Nur vier Präsidenten konnten sich seit 1929 steigende Kurse an der New Yorker Börse auf die Fahnen schreiben: Nach Herbert Hoovers Antritt im Januar 1929 legte der Index im Monat um 3,8 Prozent zu, auf John F. Kennedys Konto ging 1961 ein Plus von 6 Prozent, auf das von George H. W. Bush 1989 5,3 Prozent und als Bill Clinton 1993 das Oval Office bezog, legten die Kurse um 0,8 Prozent zu.
Aber: Kaum ein Präsident erhielt an der Börse derart viele Vorschusslorbeeren wie Trump. Der S&P 500 gewann seit seinem Wahlsieg Anfang November rund 9 Prozent und erreichte Anfang Januar ein Rekordhoch von 2.282 Punkten. Der Dow-Jones-Index der Standardwerte schoss um 2.000 Punkte nach oben und steht kurz davor, die noch nie erreichte Marke von 20.000 Zählern zu knacken. Der Dollar kletterte zum Euro auf den höchsten Stand seit 14 Jahren. Unternehmen und Anleger schenkten Trumps Versprechen im Wahlkampf Glauben, er wolle viel Geld in Infrastrukturprogramme stecken, Steuern senken und die unter seinem Vorgänger Barack Obama verschärfte Finanzmarkt-Regulierung aufweichen.
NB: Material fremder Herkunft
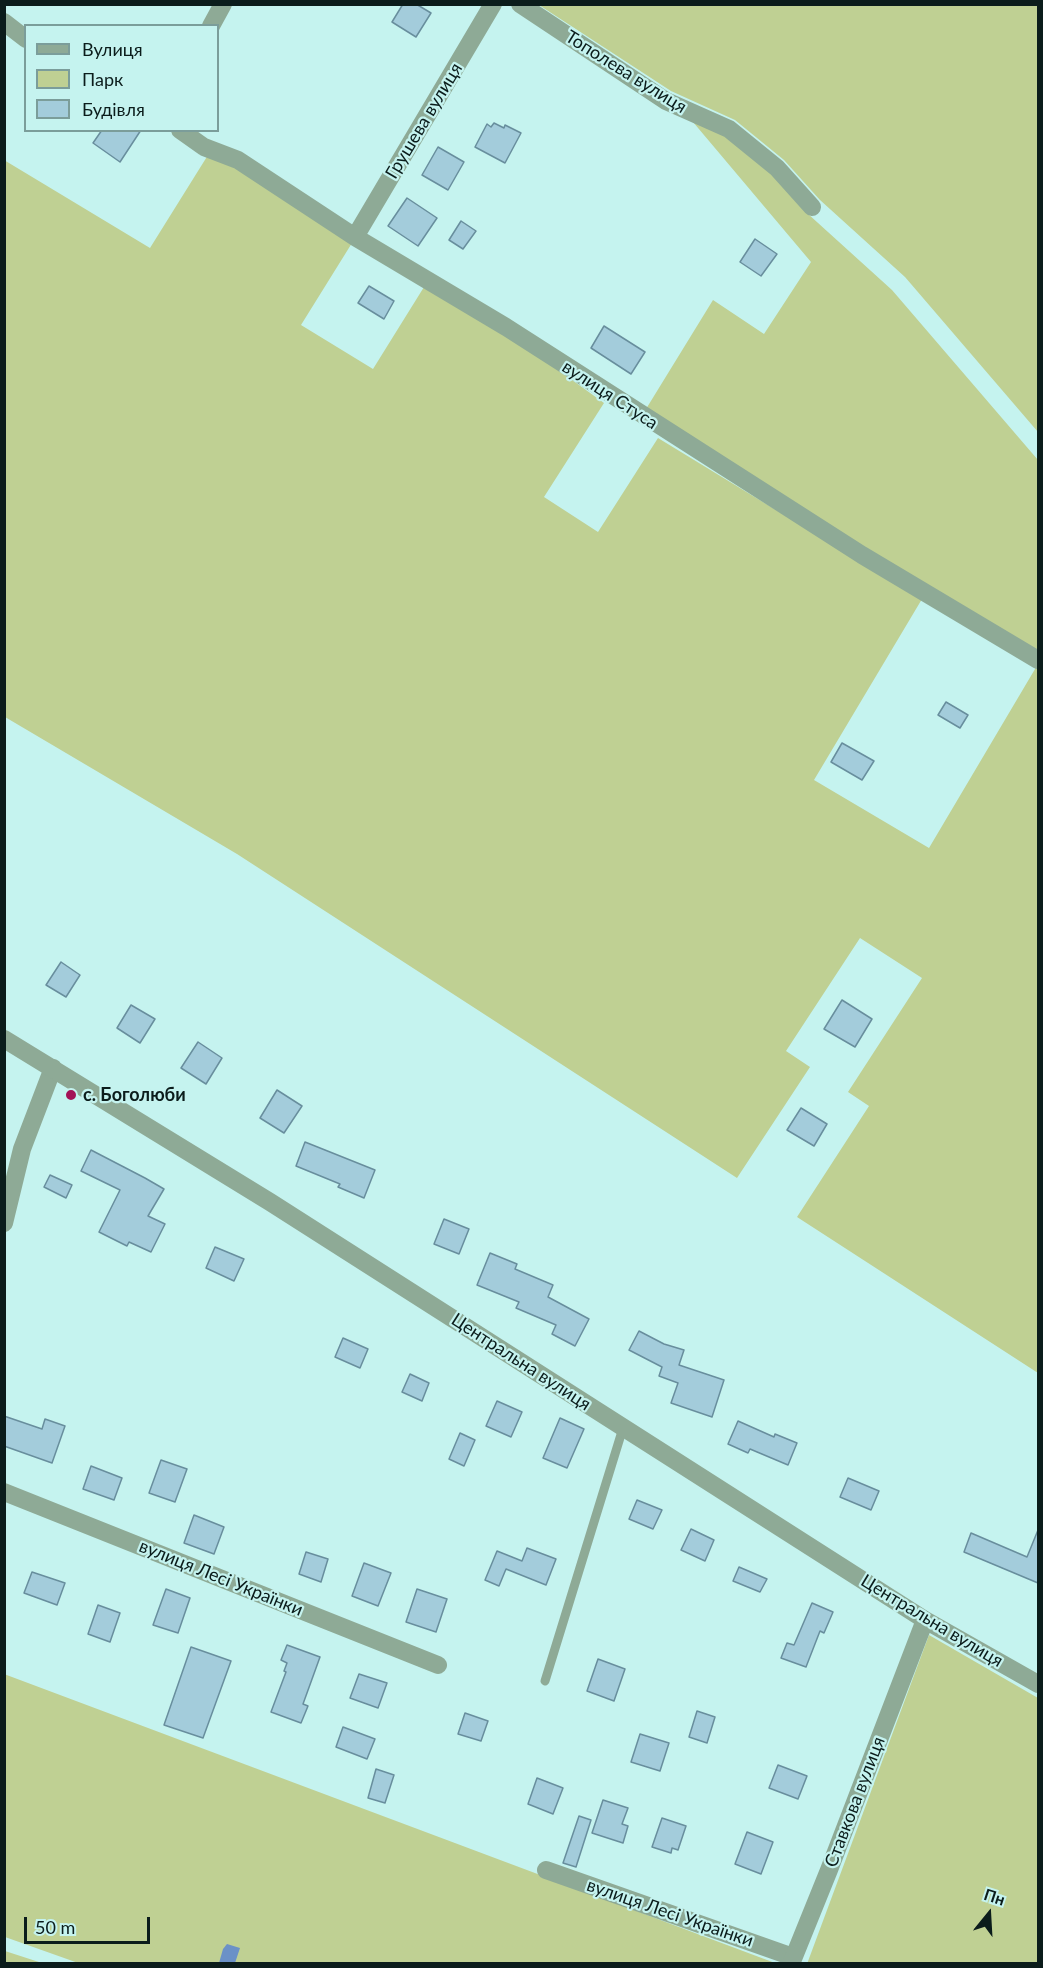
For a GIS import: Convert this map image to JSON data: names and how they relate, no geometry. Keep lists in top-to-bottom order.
{
  "streets": {
    "street": [
      "Тополева вулиця",
      "Грушева вулиця",
      "вулиця Стуса",
      "Центральна вулиця",
      "вулиця Лесі Українки",
      "Ставкова вулиця"
    ]
  },
  "crossings": [
    ["Грушева вулиця", "вулиця Стуса"],
    ["Центральна вулиця", "Ставкова вулиця"],
    ["вулиця Лесі Українки", "Ставкова вулиця"]
  ],
  "places": ["с. Боголюби"],
  "legend": ["Вулиця", "Парк", "Будівля"],
  "scale_bar": "50 m",
  "north": "top"
}
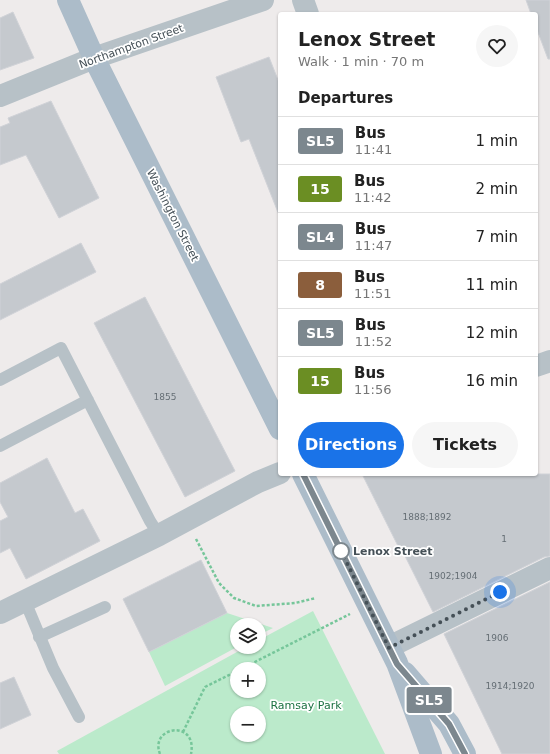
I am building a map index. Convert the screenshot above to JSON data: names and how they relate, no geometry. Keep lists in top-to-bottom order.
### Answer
{
  "streets": {
    "main road": ["Washington Street"],
    "street": ["Northampton Street"]
  },
  "crossings": [
    ["Northampton Street", "Washington Street"]
  ],
  "parks": ["Ramsay Park"],
  "places": ["Lenox Street"],
  "lines": ["bus line SL5"],
  "house_numbers": [
    "1855",
    "1888;1892",
    "1",
    "1902;1904",
    "1906",
    "1914;1920"
  ],
  "page": {
    "on_map": "SL5",
    "heading": [
      ["Lenox Street", "Walk · 1 min · 70 m"],
      "Departures"
    ],
    "list": [
      {
        "mark": "SL5",
        "name": "Bus",
        "note": "11:41",
        "value": "1 min"
      },
      {
        "mark": "15",
        "name": "Bus",
        "note": "11:42",
        "value": "2 min"
      },
      {
        "mark": "SL4",
        "name": "Bus",
        "note": "11:47",
        "value": "7 min"
      },
      {
        "mark": "8",
        "name": "Bus",
        "note": "11:51",
        "value": "11 min"
      },
      {
        "mark": "SL5",
        "name": "Bus",
        "note": "11:52",
        "value": "12 min"
      },
      {
        "mark": "15",
        "name": "Bus",
        "note": "11:56",
        "value": "16 min"
      }
    ],
    "buttons": ["Directions", "Tickets"],
    "map_buttons": ["+", "−"]
  }
}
Doch die Vorsicht der Anleger ist zurückgekehrt: In der Woche vor der Amtseinführung rutschten der Dow-Jones-Index und der Dollar auf Sechs-Wochen-Tiefs ab, die Rendite der zehnjährigen US-Staatsanleihen fiel auf den tiefsten Stand seit Ende November und Gold, das in unsicheren Zeiten als sicherer Anlagehafen angesteuert wird, stieg auf den höchsten Stand seit zwei Monaten. Es gibt ja nicht nur Fans und Gegner von Trump, sondern nicht wenige Experten, die unschlüssig sind und ihre aktuelle Orientierungslosigkeit zugeben. Typisch für mich ist die Äußerung von Lukas Daadler, Chef-Anlagestratege von Robeco: „Wir haben uns neutral aufgestellt, weil wir nicht genau wissen, in welche Richtung Trump geht.“

Plausibel auch, was Dr. Jan Ehrhardt, der stellvertretende Vorstandsvorsitzende von DJE Kapital AG, schreibt: „USA untergewichten und Europa übergewichten.“ Das Jahr 2017 habe gute Chancen, den freundlichen Start weiterzuschreiben. US-Aktien sind jetzt zugunsten von Werten aus der Eurozone untergewichtet worden mit der Begründung: „Die Bewertungsniveaus haben in der Breite in Europa mehr Luft nach oben, während der US-Markt hier weniger Spielraum hat. Dennoch gefallen uns Aktien starker, solider US-Firmen mit stabilen Geschäftsmodellen. Anleger sollten sich aber bewusst sein, dass im aktuellen Umfeld die Wahrscheinlichkeit von Konsolidierungen im Markt hoch ist.“

Mein strategischer Ansatz ist ganz ähnlich, ich bleibe aber in der seit Wochen eingenommenen Halte-Position. Und Sie kennen ja meine alte Überlegung, geschätzte Anleger, in einem internationalen Aktiendepot deutsche und amerikanische Aktien besonders stark zu gewichten. Dabei bekenne ich mich mehr denn je zum „Home Bias“, also zum Schwerpunkt auf heimische Werte, die man naturgemäß besser kennt als ausländische. Konkret heißt das, lieber Deutschland als Europa kaufen. Europa ist ernsthaft gefährdet – und das ist neben der Bekanntheit das zweite und wichtigere Argument für den Dax. Wie immer es mit der Gemeinschaft auch weitergehen mag – nicht zuletzt durch den Brexit –, ich bin davon überzeugt, dass die deutsche Wirtschaft letztendlich zu den Gewinnern gehören wird.

Übrigens: Die Dividendenrendite ist auch in diesem Jahr ein wichtiges Argument für die Aktienanlage. Die diesjährigen Hauptversammlungen der 30 Dax-Konzerne versprechen rekordhohe Ausschüttungen – laut Berechnungen des Handelsblatts insgesamt knapp 31 Milliarden Euro. Voraussichtlich 21 Konzerne erhöhen ihre Dividende. Die Rendite im Dax liegt im Mittel seit dem Jahr 2004 bei gut 3 Prozent.


Machen Sie also weiter mit – und machen Sie’s gut!